-------- Input material --------
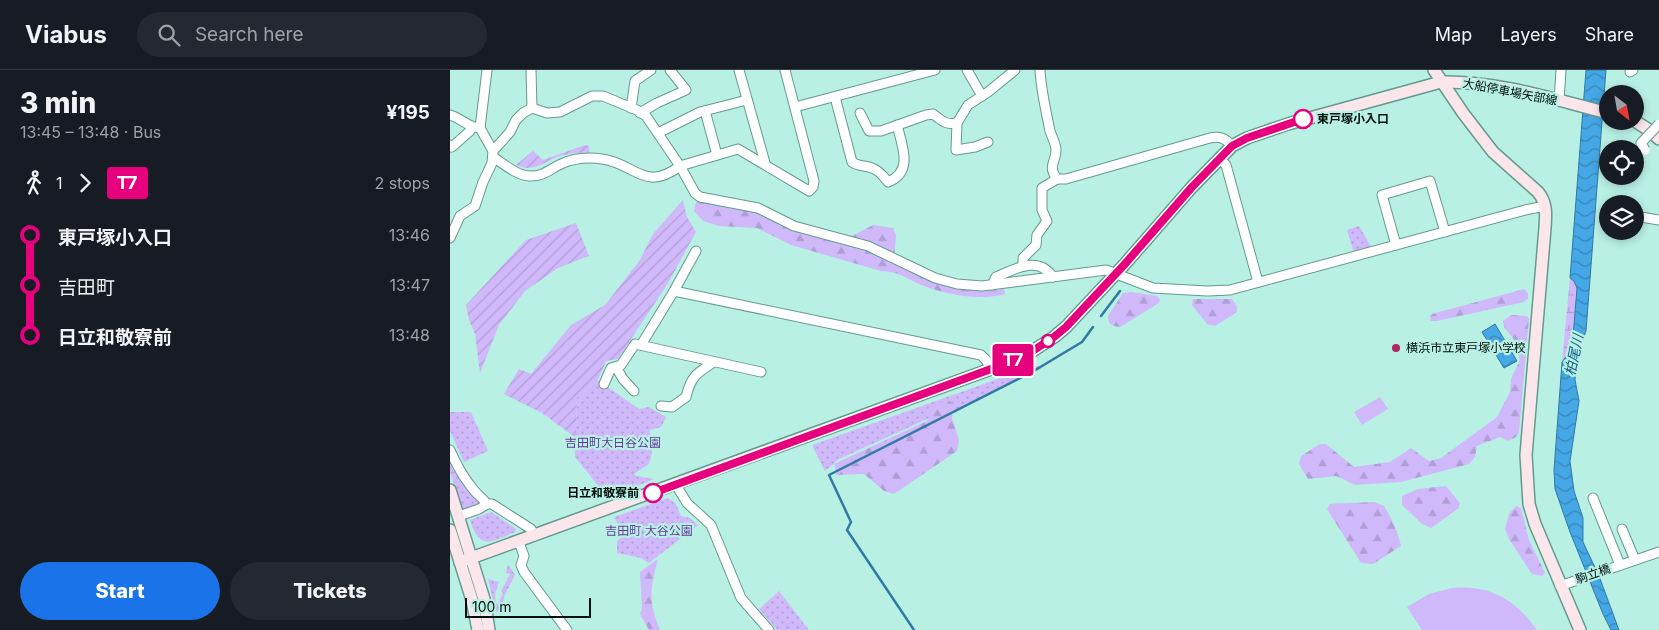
<!DOCTYPE html>
<html lang="en">
<head>
<meta charset="utf-8">
<style>
  body { margin:0; font-family:Inter,"Noto Sans JP",sans-serif; background:#242831; color:#f1f3f6; height:100vh; display:flex; flex-direction:column; font-size:19px; white-space:nowrap }
  * { box-sizing:border-box; margin:0 }
  p { font-size:16px; color:#9ea1a6 }
  .icon { flex:none; width:28px; height:28px; fill:none; stroke:currentColor; stroke-width:2; stroke-linecap:round; stroke-linejoin:round }
  .map { position:relative; flex:1; overflow:hidden }
  .side { display:flex; flex-direction:column; background:#171b24; width:450px }
  .side>* { flex:none }
  .badge { padding:0 10px; border-radius:4px; font-size:18px; line-height:32px }
  .needle { width:32px; rotate:149deg }
  .controls { position:absolute; left:1149px; top:15px; display:grid; gap:10px }
  .controls a { display:grid; place-items:center; width:45px; height:45px; border-radius:50%; background:#171b24; box-shadow:0 2px 8px #0003; font-size:25px }
  .scale { position:absolute; left:15px; bottom:12px; width:126px; box-sizing:border-box; padding-left:5px; border:2px solid #00100d; border-top:0; font-size:14px; line-height:18px; white-space:nowrap; color:#00100d; -webkit-text-stroke:4px #b9f0e4; paint-order:stroke }
  .map>.badge { position:absolute; translate:-50% -50%; box-shadow:0 0 0 2px #fff }
  .legs { display:flex; align-items:center; gap:8px; height:55px; padding:0 20px; font-size:16px }
  .legs p { margin-inline-start:auto }
  .summary { display:flex; align-items:center; justify-content:space-between; height:85px; padding:0 20px }
  h1 { font-size:28px; font-weight:800; line-height:38px }
  .button { display:flex; gap:10px; margin-top:auto; padding:10px 20px }
  .button a { flex:1; height:58px; border-radius:30px; background:#1a73e8; color:#fff; font-size:20px; font-weight:800; line-height:58px; text-align:center }
  .button a+a { background:#242831; color:#f1f3f6 }
  ul { padding:0 20px; list-style:none }
  li { display:flex; align-items:center; gap:18px; height:50px; font-size:19px }
  li i { display:grid; place-items:center; width:8px; height:100%; margin:0 6px; background:currentColor }
  li i::after { content:''; width:12px; height:12px; margin:-6px; border:4px solid; border-radius:50%; background:#171b24 }
  li p { margin-inline-start:auto }
  li:first-child i { background:linear-gradient(#0000 50%,currentColor 0) }
  li:last-child i { background:linear-gradient(currentColor 50%,#0000 0) }
  header { display:flex; align-items:center; gap:30px; box-sizing:border-box; height:70px; padding:0 25px; background:#171b24; border-bottom:1px solid #363941 }
  header strong { font-size:24px }
  nav { display:flex; gap:28px; margin-inline-start:auto; font-size:18px }
  .search { width:350px; height:45px; background:#242831; display:flex; align-items:center; gap:12px; box-sizing:border-box; padding:0 18px; border-radius:28px; color:#9ea1a6; font-size:19px }
  main { display:flex; flex:1; min-height:0 }
  .map>svg:first-child { display:block }
  .grass { fill:url(#grass-dots) }
  .forest { fill:url(#forest-firs) }
  .wetland { fill:url(#wetland-marsh) }
  .garden { fill:url(#garden-furrows) }
  .pitch { fill:#d0b9fb }
  .water { fill:url(#water-waves); stroke:#307aa4 }
  .lines { fill:none; stroke-linecap:round; stroke-linejoin:round }
  .stream { stroke:#307aa4; stroke-width:2.5 }
  .street-casing { stroke:#659a8f; stroke-width:11 }
  .secondary-casing { stroke:#659a8f; stroke-width:14 }
  .street { stroke:#fff; stroke-width:9 }
  .secondary { stroke:#fbe6ec; stroke-width:11 }
  .street-bridge-casing { stroke:#659a8f; stroke-width:11; stroke-linecap:butt }
  .street-bridge { stroke:#fff; stroke-width:9 }
  .line-1-casing { stroke:#fff; stroke-width:11 }
  .line-1 { stroke:#e6007e; stroke-width:8 }
  .stop-1-dot { fill:#fff; stroke:#e6007e; stroke-width:2.5 }
  .poi-dot { fill:#b02460; stroke:#b9f0e4; stroke-width:2 }
  .labels { text-anchor:middle; stroke-width:4.5; stroke-linejoin:round; paint-order:stroke }
  .street-label { font-size:12px; fill:#00100d; stroke:#b9f0e4 }
  .stop-label { font-size:12px; font-weight:bold; fill:#00100d; stroke:#b9f0e4; text-anchor:start }
  .poi-label { font-size:12px; fill:#00100d; stroke:#b9f0e4; text-anchor:start }
  .park-label { font-size:12px; fill:#65389d; stroke:#b9f0e4 }
  .water-label { font-size:14px; font-style:italic; fill:#155c86; stroke:#b9f0e4 }
</style>
</head>
<body>
<header>
<strong>Viabus</strong>
<div class="search"><svg class="icon" aria-label="search" viewBox="0 0 24 24"><circle cx="10" cy="10" r="6"/><path d="M15 15l6 6"/></svg>Search here</div>
<nav><a>Map</a><a>Layers</a><a>Share</a></nav>
</header>
<main>
<section class="side">
<div class="summary"><div><h1>3 min</h1><p>13:45 – 13:48 · Bus</p></div><b>¥195</b></div>
<div class="legs"><svg class="icon" aria-label="walk" viewBox="0 0 24 24"><circle cx="13" cy="4" r="2"/><path d="M13 8l-2 6 4 7M11 14l-3 7M7 12l3-4h3l4 4"/></svg>1<svg class="icon" aria-label="forward" viewBox="0 0 24 24"><path d="M9 5l7 7-7 7"/></svg><b class="badge" style="background:#e6007e;color:#fff">T7</b><p>2 stops</p></div>
<ul>
<li><i style="color:#e6007e"></i><b>東戸塚小入口</b><p>13:46</p></li>
<li><i style="color:#e6007e"></i><span>吉田町</span><p>13:47</p></li>
<li><i style="color:#e6007e"></i><b>日立和敬寮前</b><p>13:48</p></li>
</ul>
<div class="button"><a>Start</a><a>Tickets</a></div>
</section>
<div class="map">
<svg width="1209" height="560" viewBox="0 0 1209 560">
  <defs>
    <pattern id="grass-dots" width="8" height="8" patternUnits="userSpaceOnUse" patternTransform="scale(1.25)"><rect width="8" height="8" fill="#d0b9fb"/><path d="M2 2h.1M6 6h.1" fill="none" stroke="#b19ed6" stroke-width="1.8" stroke-linecap="round"/></pattern>
    <pattern id="forest-firs" width="22" height="20" patternUnits="userSpaceOnUse" patternTransform="scale(1.25)"><rect width="22" height="20" fill="#d0b9fb"/><path d="M5 1l3.5 6h-7zM16 11l3.5 6h-7z" fill="#b19ed6"/></pattern>
    <pattern id="wetland-marsh" width="20" height="14" patternUnits="userSpaceOnUse" patternTransform="scale(1.25)"><rect width="20" height="14" fill="#d0b9fb"/><path d="M1 5h8M5 5V1M11 12h8M15 12V8" fill="none" stroke="#b19ed6"/></pattern>
    <pattern id="garden-furrows" width="10" height="10" patternUnits="userSpaceOnUse" patternTransform="scale(1.25)"><rect width="10" height="10" fill="#d0b9fb"/><path d="M-1 1l2-2M0 10L10 0M9 11l2-2" fill="none" stroke="#b19ed6"/></pattern>
    <pattern id="water-waves" width="16" height="10" patternUnits="userSpaceOnUse" patternTransform="scale(1.25)"><rect width="16" height="10" fill="#45a7e5"/><path d="M0 5q4-4 8 0t8 0" fill="none" stroke="#3787b8"/></pattern>
  </defs>
  <rect width="100%" height="100%" fill="#b9f0e4"/>
  <g class="grass">
    <path d="M909,156L922,178L904,183L897,160Z"/>
    <path d="M584,296H593L591,299L509,340L495,341L389,389L375,401L362,375Z"/>
    <path d="M148,310L189,339L199,337L216,347L211,357L200,360L202,383L199,394L184,404L186,406L204,409L161,427L154,423L125,387L127,328Z"/>
    <path d="M0,342H21L38,381L14,392L0,361Z"/>
    <path d="M0,389L11,411L30,431L29,436L15,440L12,439L0,402Z"/>
    <path d="M218,428L226,434L231,446L240,448L248,455L199,493L191,488L167,483V471L174,465L164,447Z"/>
    <path d="M41,442L66,459L65,462C41,472 29,481 20,450Z"/>
    <path d="M58,494L65,505L55,524L51,540L46,542L38,509L49,512L45,524L46,533H49L53,522L51,521L60,504L56,503Z"/>
    <path d="M329,521L359,560H327L309,539Z"/>
  </g>
  <g class="forest">
    <path d="M251,131L304,142L342,160L385,172L406,164L423,155L443,158L446,165L444,191L513,218L538,221L554,219L555,224C531,231 497,225 474,216C456,209 452,202 431,201L341,175L307,158L269,156L253,151L244,141L246,132Z"/>
    <path d="M1074,219L1078,223V228L1074,232L987,251H981L980,247L982,244Z"/>
    <path d="M681,222L707,226L710,229L709,233L670,257L664,256L659,253L658,246L673,223Z"/>
    <path d="M743,229H782L787,236V242L765,256L757,254L742,235Z"/>
    <path d="M1061,245L1077,246L1079,249L1069,363L1066,367L1058,371L1050,367L1027,376L1025,387L1019,394L951,412L905,415L886,406L858,409L849,394L851,386L870,374H876L904,397L940,392L961,378L979,391L991,388L1047,347L1060,322L1061,309L1070,290L1065,271L1054,257L1053,251Z"/>
    <path d="M499,330L503,334L502,348L509,370L507,381L444,424L434,421L414,404L387,405L384,394L477,351L484,335Z"/>
    <path d="M996,416L1010,433L1009,438L981,458L972,454L952,435V426L968,419Z"/>
    <path d="M924,432L934,436C942,449 948,462 951,476L923,494L911,493L877,439L880,434Z"/>
    <path d="M1066,436L1071,438L1079,470L1095,503L1092,506L1082,504L1059,469L1055,459L1059,444Z"/>
    <path d="M208,489C200,520 198,530 210,560H199L190,544L192,538L190,502Z"/>
  </g>
  <path class="wetland" d="M1120,208L1124,211L1127,217L1122,279L1112,292Z"/>
  <g class="garden">
    <path d="M135,75L139,76V83C128,82 118,83 107,87C93,93 82,103 66,95L83,81L93,90Z"/>
    <path d="M233,130L237,147L246,162L218,213L168,289L156,291L148,310L127,328L126,368L92,343L54,324L69,299L81,304L121,255L155,235L190,190L203,164Z"/>
    <path d="M126,153L139,186L108,198L75,221L49,255L30,303L25,264L19,250L16,235L76,170Z"/>
  </g>
  <g class="pitch">
    <path d="M930,327L938,339L912,355L904,342Z"/>
    <path d="M1002,518C1040,515 1065,529 1087,560H972L957,537L979,524Z"/>
  </g>
  <g class="water">
    <path d="M1136,0H1156L1136,261L1127,284L1125,310L1129,331L1120,391L1124,421L1133,448V472L1149,506L1169,560H1161L1153,544L1120,462L1105,419L1104,400L1112,292L1122,279L1127,218L1124,211L1120,208Z"/>
    <path d="M1045,254L1067,291L1054,298L1032,262Z"/>
  </g>
  <g class="lines">
    <g class="stream">
      <path d="M651,246L670,221"/>
      <path d="M464,560L397,460L401,452L379,405L582,302L632,272L643,257"/>
    </g>
    <defs>
      <g id="street">
        <path d="M37,0L30,58L43,81"/>
        <path d="M81,0L82,38"/>
        <path d="M289,0L315,93"/>
        <path d="M517,0L532,26"/>
        <path d="M590,0C591,20 596,41 600,61C602,67 606,74 606,80C606,93 597,95 607,109H616L760,68C770,66 775,68 782,76"/>
        <path d="M1180,2L1183,0"/>
        <path d="M385,27L402,92C409,97 415,95 422,98C429,100 434,107 438,112C464,102 452,75 447,55"/>
        <path d="M1109,31L1111,0"/>
        <path d="M345,37L485,0"/>
        <path d="M181,38L185,11L201,0"/>
        <path d="M255,41L267,85"/>
        <path d="M190,43L207,33L236,20L220,0"/>
        <path d="M410,43L419,61H431L476,45L483,44C492,51 496,55 507,53"/>
        <path d="M0,45C12,48 16,57 30,58"/>
        <path d="M208,63L250,42L297,30"/>
        <path d="M538,72L525,77L506,80L507,53L518,35L538,22L565,0"/>
        <path d="M0,75L2,77L20,61V57"/>
        <path d="M43,87C54,94 66,105 79,106C93,107 100,99 111,94C124,88 138,87 152,89C185,93 194,123 230,96L245,123L250,127L308,138L344,156L418,176L485,208L507,214L532,216L656,200L703,218L757,221L780,220L1075,140L1095,136"/>
        <path d="M769,88L776,95L808,212"/>
        <path d="M1185,146L1209,150"/>
        <path d="M0,168L10,146L25,136L33,112L42,93L43,81L60,62L66,50L73,43L82,38L97,43L110,42L142,26H153L187,40L196,46L230,96L288,79L359,121L363,117L364,111L335,0"/>
        <path d="M946,175L932,125L980,111L995,162"/>
        <path d="M573,196V188L586,175L587,165L597,151L592,140V118L607,109"/>
        <path d="M542,215L546,207C565,199 588,185 603,207"/>
        <path d="M224,221L531,285L536,290L541,299"/>
        <path d="M191,275L224,221L246,181"/>
        <path d="M166,297L173,309L184,321"/>
        <path d="M154,314L161,298L171,295L185,274L311,302"/>
        <path d="M211,336L222,337L236,327C241,306 247,303 264,292"/>
        <path d="M0,380C6,394 13,407 23,419C27,425 33,428 37,434"/>
        <path d="M226,415L237,433L261,455L291,528L319,560"/>
        <path d="M1143,428L1170,495"/>
        <path d="M9,446L29,439L37,434H42L81,459L84,466"/>
        <path d="M1172,459L1185,490"/>
        <path d="M69,472L74,486L71,495L74,502L117,560"/>
        <path d="M1110,516L1209,482"/>
      </g>
      <g id="secondary">
        <path d="M984,0L1013,43L1043,82L1088,122C1097,133 1096,144 1095,158L1076,385L1079,434L1085,454L1130,560"/>
        <path d="M1185,51L1199,60L1209,69"/>
        <path d="M0,420L34,529L39,560"/>
        <path d="M0,460L22,530L28,560"/>
        <path d="M10,492L541,299L581,282L604,267L616,257L674,195L742,117L782,76L797,68L838,54L991,12C1048,11 1103,29 1158,43"/>
      </g>
    </defs>
    <use href="#street" class="street-casing"/>
    <use href="#secondary" class="secondary-casing"/>
    <use href="#street" class="street"/>
    <use href="#secondary" class="secondary"/>
    <defs>
      <path id="street-bridge" d="M1195,80L1191,73L1209,54"/>
    </defs>
    <use href="#street-bridge" class="street-bridge-casing"/>
    <use href="#street-bridge" class="street-bridge"/>
  </g>
  <g class="lines">
    <defs>
      <path id="line-1" d="M203,423L541,299L581,282L604,267L616,257L674,195L742,117L782,76L797,68L853,49"/>
    </defs>
    <use href="#line-1" class="line-1-casing"/>
    <use href="#line-1" class="line-1"/>
  </g>
  <g class="stop-1-dot">
    <circle cx="853" cy="49" r="9"/>
    <circle cx="598" cy="271" r="6"/>
    <circle cx="203" cy="423" r="9"/>
  </g>
  <circle class="poi-dot" cx="946" cy="278" r="5"/>
  <g class="labels">
    <g class="street-label">
      <text transform="translate(1060 22) rotate(11)" y="4">大船停車場矢部線</text>
      <text transform="translate(1143 504) rotate(-19)" y="4">駒立橋</text>
    </g>
    <g class="stop-label">
      <text x="867" y="53">東戸塚小入口</text>
      <text x="189" y="427" text-anchor="end">日立和敬寮前</text>
    </g>
    <g class="poi-label">
      <text x="956" y="282">横浜市立東戸塚小学校</text>
    </g>
    <g class="park-label">
      <text x="163" y="377">吉田町大日谷公園</text>
      <text x="199" y="465">吉田町 大谷公園</text>
    </g>
    <g class="water-label">
      <text transform="translate(1124 285) rotate(-78)" y="5">柏尾川</text>
    </g>
  </g>
</svg>
<div class="controls">
<a><svg class="needle" viewBox="-14 -14 28 28"><path d="M0-13l5 13h-10z" fill="#e53935"/><path d="M0 13l5-13h-10z" fill="#9ea1a6"/></svg></a>
<a><svg class="icon" aria-label="locate" viewBox="0 0 24 24"><circle cx="12" cy="12" r="6"/><path d="M12 2v4M12 18v4M2 12h4M18 12h4"/></svg></a>
<a><svg class="icon" aria-label="layers" viewBox="0 0 24 24"><path d="M12 4l9 5-9 5-9-5zM3 14l9 5 9-5"/></svg></a>
</div>
<div class="scale">100 m</div>
<b class="badge" style="left:563px;top:290px;background:#e6007e;color:#fff">T7</b>
</div>
</main>
</body>
</html>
--------
*Your goal*.
Copy out each line of the data containing the string "garden".

*Solution to this task*.
  .garden { fill:url(#garden-furrows) }
    <pattern id="garden-furrows" width="10" height="10" patternUnits="userSpaceOnUse" patternTransform="scale(1.25)"><rect width="10" height="10" fill="#d0b9fb"/><path d="M-1 1l2-2M0 10L10 0M9 11l2-2" fill="none" stroke="#b19ed6"/></pattern>
  <g class="garden">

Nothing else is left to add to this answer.